■ **Work to be completed**: Within the listing below, show every line that contains the word "linejoin".

■ **Supplied entries**:
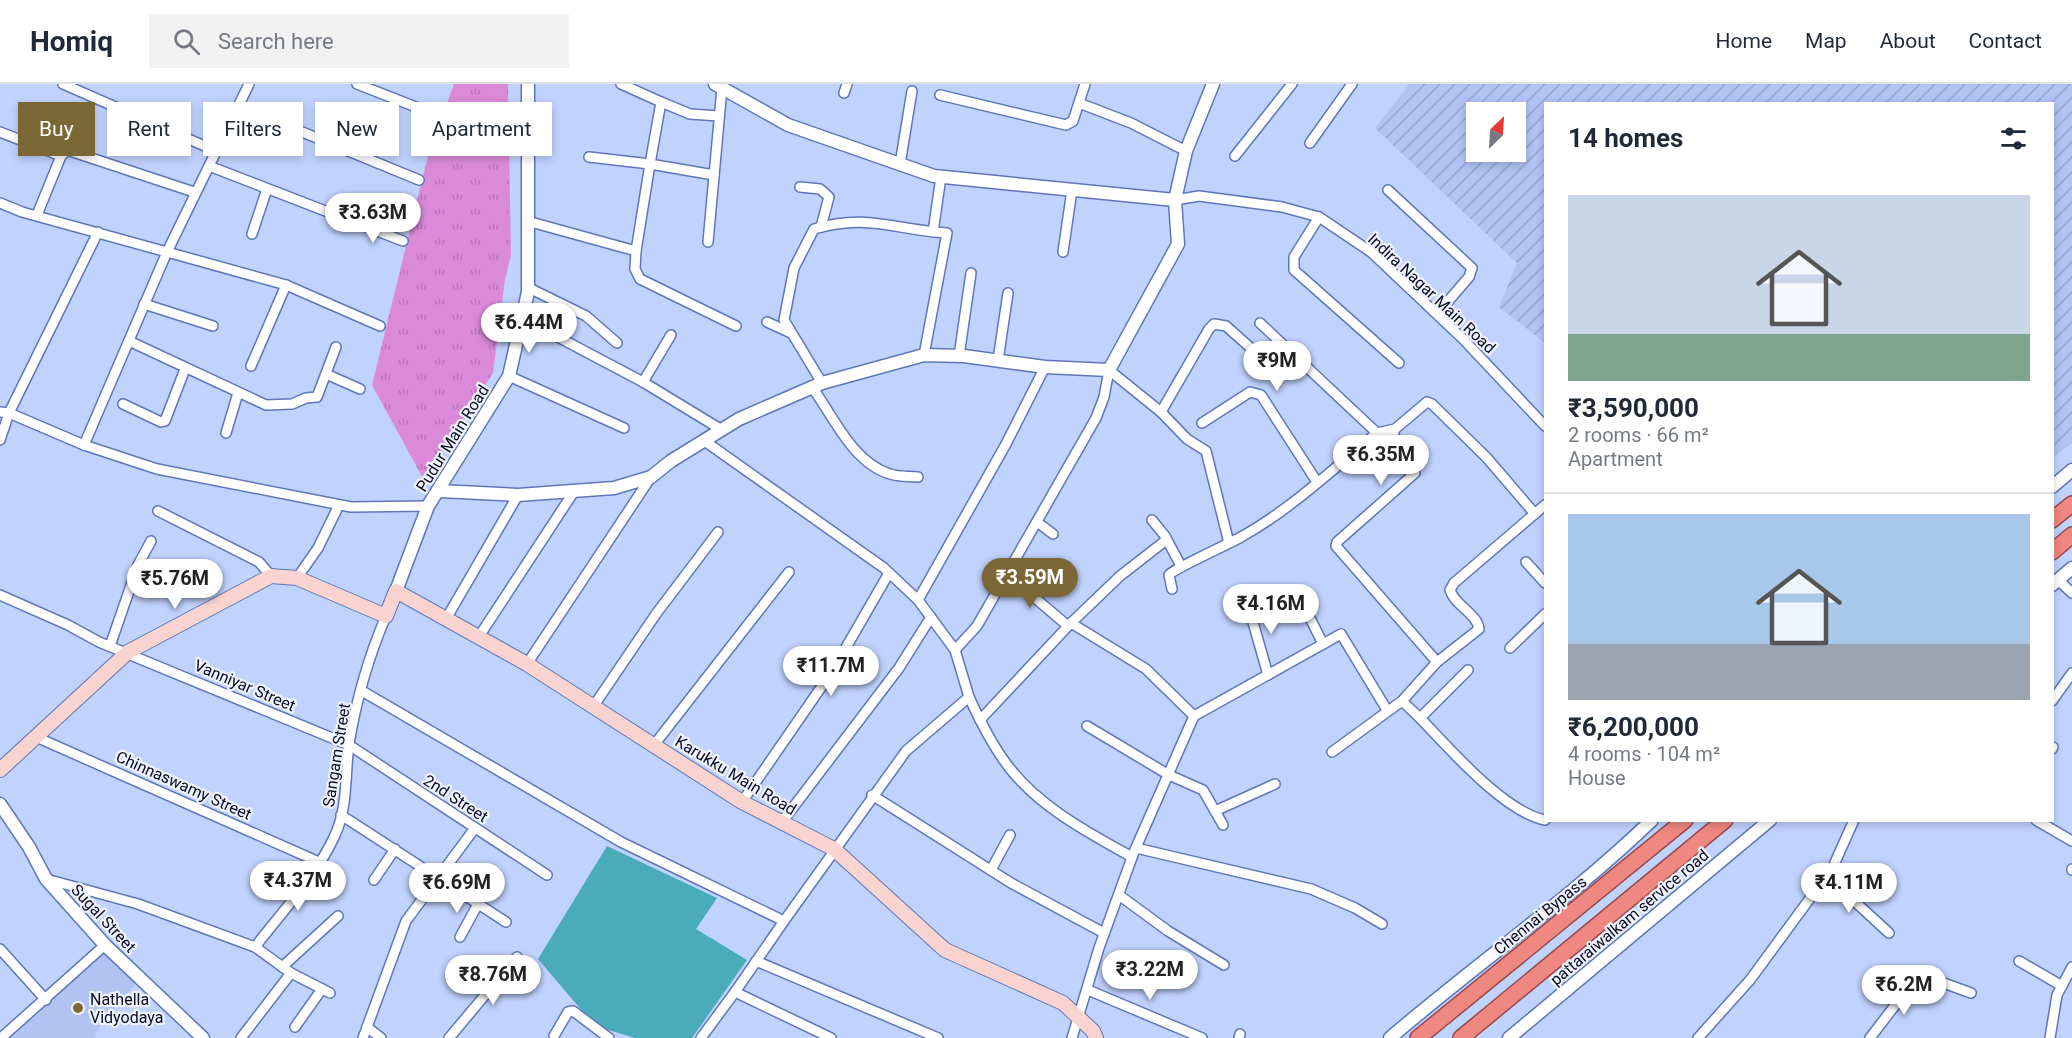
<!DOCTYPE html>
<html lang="en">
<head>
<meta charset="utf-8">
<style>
	body { margin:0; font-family:Roboto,sans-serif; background:#f2f2f3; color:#1f2937; height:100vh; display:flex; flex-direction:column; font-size:22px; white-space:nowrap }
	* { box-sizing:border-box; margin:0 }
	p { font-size:20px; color:#747a83 }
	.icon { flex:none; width:33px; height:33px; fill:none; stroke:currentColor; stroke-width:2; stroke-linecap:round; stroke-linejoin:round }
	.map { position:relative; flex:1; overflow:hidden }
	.side { position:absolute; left:1544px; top:18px; width:510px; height:720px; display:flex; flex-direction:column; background:#fff; border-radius:0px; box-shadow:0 3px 9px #0003 }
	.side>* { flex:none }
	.top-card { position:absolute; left:18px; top:18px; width:570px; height:54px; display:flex; gap:12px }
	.needle { width:39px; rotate:25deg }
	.tools { position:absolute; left:1466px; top:18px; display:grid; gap:12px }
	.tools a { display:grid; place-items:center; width:60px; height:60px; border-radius:0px; background:#fff; box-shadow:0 3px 9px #0003; font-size:30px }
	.price { position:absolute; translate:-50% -51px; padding:0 14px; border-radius:21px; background:#fff; color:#222; font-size:20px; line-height:39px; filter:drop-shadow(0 2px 3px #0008) }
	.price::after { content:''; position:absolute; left:50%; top:36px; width:18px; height:14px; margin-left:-9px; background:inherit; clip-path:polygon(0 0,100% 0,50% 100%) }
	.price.active { background:#7b6736; color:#fff }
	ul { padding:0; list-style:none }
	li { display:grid; align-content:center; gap:12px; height:318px; padding:0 24px }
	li+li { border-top:2px solid #e0e1e3 }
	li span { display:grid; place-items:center; height:186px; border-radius:0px; color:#555 }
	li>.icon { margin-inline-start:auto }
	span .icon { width:108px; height:108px; fill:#fffc; stroke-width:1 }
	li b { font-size:26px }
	h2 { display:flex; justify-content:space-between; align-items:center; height:72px; padding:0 24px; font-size:26px }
	.chip { padding:0 21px; border-radius:0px; background:#fff; box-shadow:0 3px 9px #0003; font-size:21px; line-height:54px }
	.chip.active { background:#7b6736; color:#fff }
	header { display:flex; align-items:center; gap:36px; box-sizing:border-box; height:84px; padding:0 30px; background:#fff; border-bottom:2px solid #e0e1e3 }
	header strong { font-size:28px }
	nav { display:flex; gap:33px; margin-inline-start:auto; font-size:21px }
	.search { width:420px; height:54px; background:#f2f2f3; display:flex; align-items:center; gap:15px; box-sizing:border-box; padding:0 21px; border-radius:0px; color:#747a83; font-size:22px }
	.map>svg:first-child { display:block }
	.built { fill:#b0c3f3 }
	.industrial { fill:url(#industrial-furrows); fill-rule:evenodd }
	.park { fill:url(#park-tufts) }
	.water { fill:#4bacb9 }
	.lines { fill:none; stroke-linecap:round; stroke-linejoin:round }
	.minor-casing { stroke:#5e77ba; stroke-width:12 }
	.tertiary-casing { stroke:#5e77ba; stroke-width:15 }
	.secondary-casing { stroke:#5e77ba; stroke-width:16 }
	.trunk-casing { stroke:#9a494b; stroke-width:18 }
	.minor { stroke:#fff; stroke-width:9 }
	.tertiary { stroke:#fff; stroke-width:12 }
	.secondary { stroke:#f9d3cf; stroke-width:14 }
	.trunk { stroke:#ef8880; stroke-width:15 }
	.poi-dot { fill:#7b6736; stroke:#f0f3fb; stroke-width:2 }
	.labels { text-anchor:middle; stroke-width:4.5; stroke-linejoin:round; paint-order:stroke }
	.street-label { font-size:16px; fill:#040b24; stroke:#f0f3fb }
	.poi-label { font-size:16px; fill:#040b24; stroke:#f0f3fb; text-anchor:start }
</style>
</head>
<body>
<header>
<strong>Homiq</strong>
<div class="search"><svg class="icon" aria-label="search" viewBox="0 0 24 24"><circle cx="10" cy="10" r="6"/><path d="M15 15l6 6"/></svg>Search here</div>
<nav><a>Home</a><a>Map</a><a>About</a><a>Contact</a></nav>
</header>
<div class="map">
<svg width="2072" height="954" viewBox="0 0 2072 954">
	<defs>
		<pattern id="industrial-furrows" width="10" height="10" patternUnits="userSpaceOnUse" patternTransform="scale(1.5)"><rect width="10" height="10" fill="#b0c3f3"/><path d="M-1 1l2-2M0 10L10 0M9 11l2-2" fill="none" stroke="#96a6d0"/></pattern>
		<pattern id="park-tufts" width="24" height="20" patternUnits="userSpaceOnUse" patternTransform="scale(1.5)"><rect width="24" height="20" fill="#db8ada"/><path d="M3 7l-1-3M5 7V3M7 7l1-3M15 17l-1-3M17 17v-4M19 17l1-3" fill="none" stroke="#ba76bb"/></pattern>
	</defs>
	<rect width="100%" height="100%" fill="#c0d2fe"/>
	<polygon class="built" points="105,868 137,897 94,951 97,954 7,954"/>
	<path class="industrial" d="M1410 0H2072V358L2052 375V20H1545V259L1499 223 1517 179 1375 44ZM1476 28H1515V68H1476Z"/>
	<polygon class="park" points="454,0 508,0 511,171 505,195 493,289 424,396 372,301 429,68"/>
	<polygon class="water" points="607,762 717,814 696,845 747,876 692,954 635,954 595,942 538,875"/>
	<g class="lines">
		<g class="minor-casing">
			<g id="minor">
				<polyline points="63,0 216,67"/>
				<polyline points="357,0 439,32"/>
				<polyline points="621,0 661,18 650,80 714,91"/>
				<polyline points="844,9 847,0"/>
				<polyline points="940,11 1066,41 1073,37 1085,0"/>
				<polyline points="661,18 690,30 719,32"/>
				<polyline points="1079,19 1131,39 1186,67"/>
				<polyline points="239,22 419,96"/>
				<polyline points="0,48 61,72 67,66 194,108"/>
				<polyline points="1310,59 1352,0"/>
				<polyline points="1235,72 1292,0"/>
				<polyline points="589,73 650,80 636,167"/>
				<polyline points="900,80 912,7"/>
				<polyline points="209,82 403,157"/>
				<polyline points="800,103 820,105 829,113 821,143"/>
				<polyline points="1388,106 1472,184 1469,193 1437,230"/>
				<polyline points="1175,116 1199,112 1282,123 1319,133 1371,168 1463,255 1545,342"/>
				<polyline points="0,119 22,128 167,168 249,0"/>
				<polyline points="37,131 61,72"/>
				<polyline points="1319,133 1294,173 1294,186 1399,279"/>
				<polyline points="527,137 636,167 635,185 640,195 736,242"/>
				<polyline points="933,148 941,93"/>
				<polyline points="252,150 267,105"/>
				<polyline points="708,158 722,4"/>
				<polyline points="1063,168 1072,106"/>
				<polyline points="527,203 586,232 617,259"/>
				<polyline points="144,220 213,242"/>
				<polyline points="522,234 643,298 671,251"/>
				<polyline points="767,238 791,249"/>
				<polyline points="1260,239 1377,349"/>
				<polyline points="129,257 266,321 292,320 306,314 317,313 336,263"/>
				<polyline points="959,272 971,189"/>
				<polyline points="998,276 1008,209"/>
				<polyline points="251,282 286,201"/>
				<polyline points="326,290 360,305"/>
				<polyline points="509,292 624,344"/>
				<polyline points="643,298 722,346"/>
				<path d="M822 299 784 236 794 184 814 145C867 129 895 146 947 149L924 271"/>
				<path d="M812 303C833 332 853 379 890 390 898 393 909 392 918 393"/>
				<polyline points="123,320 161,338 165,337 185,285"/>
				<polyline points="0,328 9,329 84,361 157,385 351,423 428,422"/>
				<polyline points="1161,328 1209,245 1214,240 1226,242 1262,274"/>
				<polyline points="1202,339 1250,308 1261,311 1317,398"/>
				<polyline points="1395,345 1393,351 1413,377 1415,389 1337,458 1336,462 1437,578"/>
				<polyline points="226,349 238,309"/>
				<polyline points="0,356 9,329 98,148"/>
				<polyline points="84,361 167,168 286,201 380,242"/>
				<polyline points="158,427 259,478 271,492"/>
				<polyline points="1152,436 1165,452 1181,482"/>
				<polyline points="1037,438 1053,450"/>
				<polyline points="1526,478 1545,499"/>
				<polyline points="1008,491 1068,542"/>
				<polyline points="297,494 318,464 339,421"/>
				<polyline points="2058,496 2072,509"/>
				<path d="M1172 505 1169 491C1173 485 1229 460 1241 453 1290 426 1334 384 1377 349L1395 345 1427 318 1432 320 1487 374 1535 430"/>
				<polyline points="0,511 68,541 99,558 349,661 547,791"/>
				<polyline points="918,516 1006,360 1045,283"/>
				<polyline points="1247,517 1268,591"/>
				<polyline points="1308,530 1323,560"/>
				<polyline points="446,535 518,411"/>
				<polyline points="1071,539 1120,492 1165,457"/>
				<polyline points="478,554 575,406"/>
				<polyline points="110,562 138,481 151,457"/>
				<polyline points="1510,564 1545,530"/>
				<polyline points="955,566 977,542 1096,334 1104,313 1109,286 1161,328 1187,355 1206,367 1229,459"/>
				<polyline points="527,580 651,393"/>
				<path d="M1468 586 1420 634C1449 664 1504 728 1545 736"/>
				<polyline points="362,607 621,758 784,837 906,667 969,613 955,566 918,516 884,484 706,358"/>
				<path d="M969 613C980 637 992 661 1008 682 1039 723 1089 749 1132 773"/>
				<path d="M1402 617 1437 578 1479 545C1477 529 1455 522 1450 506L1454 499 1545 421"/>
				<polyline points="2052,617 2072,589"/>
				<polyline points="593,623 656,530 718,448"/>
				<polyline points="980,636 1071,539 1146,585 1194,632"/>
				<polyline points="1087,642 1169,691 1203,706 1223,741"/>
				<polyline points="36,653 319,778"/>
				<polyline points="654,661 789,488"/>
				<polyline points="2052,665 2053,663"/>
				<polyline points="1332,668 1402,617 1420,634"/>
				<polyline points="872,711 1011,799 1104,849"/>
				<polyline points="742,718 833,586 889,489"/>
				<polyline points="1215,727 1275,700"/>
				<polyline points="341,731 506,838"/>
				<polyline points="2036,736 2072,757"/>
				<polyline points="782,738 899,584 931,533"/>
				<polyline points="1136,764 1311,805 1355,824 1382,840"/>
				<polyline points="991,786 1010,751"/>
				<polyline points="2072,786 2072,785"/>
				<polyline points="1827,792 1889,849"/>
				<polyline points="46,795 138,820 255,863 291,889 241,954"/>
				<polyline points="374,796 395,765"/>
				<polyline points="1119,811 1168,847 1224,881"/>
				<polyline points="460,853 478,820"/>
				<path d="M255 863C281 829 318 790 335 751 348 724 345 689 349 660 356 617 369 572 386 532"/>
				<polyline points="0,865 46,916"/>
				<polyline points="756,877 938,954"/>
				<polyline points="2019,877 2062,902"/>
				<polyline points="282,883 338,832"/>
				<polyline points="291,889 330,909"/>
				<polyline points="1088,906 1202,954"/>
				<polyline points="735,908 784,837"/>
				<polyline points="295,943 322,905"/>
				<polyline points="367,943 381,954"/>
				<polyline points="554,952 568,928 573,927 609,954"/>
				<polyline points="1,954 105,861"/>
				<polyline points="363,954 406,837 475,744"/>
				<polyline points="449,954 517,873"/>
				<polyline points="701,954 735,908 831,954"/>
				<polyline points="1072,954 1099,864 1134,768 1194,632 1341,550 1387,626"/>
				<polyline points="1239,954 1240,950"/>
				<polyline points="1698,954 1750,896 1833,783 1854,736"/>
				<polyline points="1870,954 1919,890 1971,909"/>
				<polyline points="2050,954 2057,911 2072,883"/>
			</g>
		</g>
		<g class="tertiary-casing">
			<g id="tertiary">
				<polyline points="715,0 788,41 934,92 1175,116 1186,67 1213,0"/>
				<polyline points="2052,403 2072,386"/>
				<polyline points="440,407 518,411 614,404 651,393 671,377 739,335 822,299 924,271 964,272 1045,283 1109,286 1178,160 1175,116"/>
				<polyline points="2052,501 2072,484"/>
				<polyline points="396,507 428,422 509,292 528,208 528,0"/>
				<polyline points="0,720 29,763 46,795 105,861 203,954"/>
				<path d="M1390 954C1476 880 1570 815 1652 736"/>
				<polyline points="1509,954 1770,736"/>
			</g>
		</g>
		<g class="secondary-casing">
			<polyline id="secondary" points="0,686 128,568 271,492 297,494 386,532 396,507 527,580 742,718 834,765 945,866 1063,919 1093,947 1096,954"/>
		</g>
		<g class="trunk-casing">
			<g id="trunk">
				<polyline points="2052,436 2072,420"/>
				<polyline points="2052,468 2072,451"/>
				<polyline points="1418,954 1685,736"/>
				<polyline points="1461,954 1725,736"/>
			</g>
		</g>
		<use href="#minor" class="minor"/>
		<use href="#tertiary" class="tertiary"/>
		<use href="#secondary" class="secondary"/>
		<use href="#trunk" class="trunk"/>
	</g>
	<circle class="poi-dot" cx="78" cy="924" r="6"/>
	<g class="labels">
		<g class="street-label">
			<text transform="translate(1432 209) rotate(43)" y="6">Indira Nagar Main Road</text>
			<text transform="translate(452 354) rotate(-58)" y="6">Pudur Main Road</text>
			<text transform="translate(245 601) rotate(23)" y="6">Vanniyar Street</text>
			<text transform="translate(336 671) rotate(-81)" y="6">Sangam Street</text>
			<text transform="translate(736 691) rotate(31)" y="6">Karukku Main Road</text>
			<text transform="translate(184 701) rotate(24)" y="6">Chinnaswamy Street</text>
			<text transform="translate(456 714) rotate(33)" y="6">2nd Street</text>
			<text transform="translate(1540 831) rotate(-39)" y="6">Chennai Bypass</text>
			<text transform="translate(1629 833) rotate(-40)" y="6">pattaraiwalkam service road</text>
			<text transform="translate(104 834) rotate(47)" y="6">Sugal Street</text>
		</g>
		<g class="poi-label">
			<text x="90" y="921">Nathella<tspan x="90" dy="18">Vidyodaya</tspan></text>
		</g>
	</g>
</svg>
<div class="tools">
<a><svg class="needle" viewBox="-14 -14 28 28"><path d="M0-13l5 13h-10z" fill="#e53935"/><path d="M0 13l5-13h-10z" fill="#747a83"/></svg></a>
</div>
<b class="price" style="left:373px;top:160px">₹3.63M</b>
<b class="price" style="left:529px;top:270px">₹6.44M</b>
<b class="price" style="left:1277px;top:308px">₹9M</b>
<b class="price" style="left:1381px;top:402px">₹6.35M</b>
<b class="price active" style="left:1030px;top:525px">₹3.59M</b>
<b class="price" style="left:175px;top:526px">₹5.76M</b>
<b class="price" style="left:1271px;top:551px">₹4.16M</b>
<b class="price" style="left:831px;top:613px">₹11.7M</b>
<b class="price" style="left:298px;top:828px">₹4.37M</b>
<b class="price" style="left:457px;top:830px">₹6.69M</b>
<b class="price" style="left:1849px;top:830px">₹4.11M</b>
<b class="price" style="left:1150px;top:917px">₹3.22M</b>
<b class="price" style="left:493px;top:922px">₹8.76M</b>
<b class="price" style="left:1904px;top:932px">₹6.2M</b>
<div class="top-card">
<a class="chip active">Buy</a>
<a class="chip">Rent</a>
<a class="chip">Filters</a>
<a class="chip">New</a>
<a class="chip">Apartment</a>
</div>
<section class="side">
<h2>14 homes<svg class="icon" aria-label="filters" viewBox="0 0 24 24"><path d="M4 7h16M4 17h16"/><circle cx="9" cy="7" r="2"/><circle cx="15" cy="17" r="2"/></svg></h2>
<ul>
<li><span style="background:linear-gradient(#c9d6e8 75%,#7fa58c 0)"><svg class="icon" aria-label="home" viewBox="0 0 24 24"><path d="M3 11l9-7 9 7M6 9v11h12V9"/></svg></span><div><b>₹3,590,000</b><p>2 rooms · 66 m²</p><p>Apartment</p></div></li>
<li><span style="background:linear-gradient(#a9c7e8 70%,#9aa5b1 0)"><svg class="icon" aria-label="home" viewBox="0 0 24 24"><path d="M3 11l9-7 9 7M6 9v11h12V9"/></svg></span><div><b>₹6,200,000</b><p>4 rooms · 104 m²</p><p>House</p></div></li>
</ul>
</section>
</div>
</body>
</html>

■ **Solution below**:
	.icon { flex:none; width:33px; height:33px; fill:none; stroke:currentColor; stroke-width:2; stroke-linecap:round; stroke-linejoin:round }
	.lines { fill:none; stroke-linecap:round; stroke-linejoin:round }
	.labels { text-anchor:middle; stroke-width:4.5; stroke-linejoin:round; paint-order:stroke }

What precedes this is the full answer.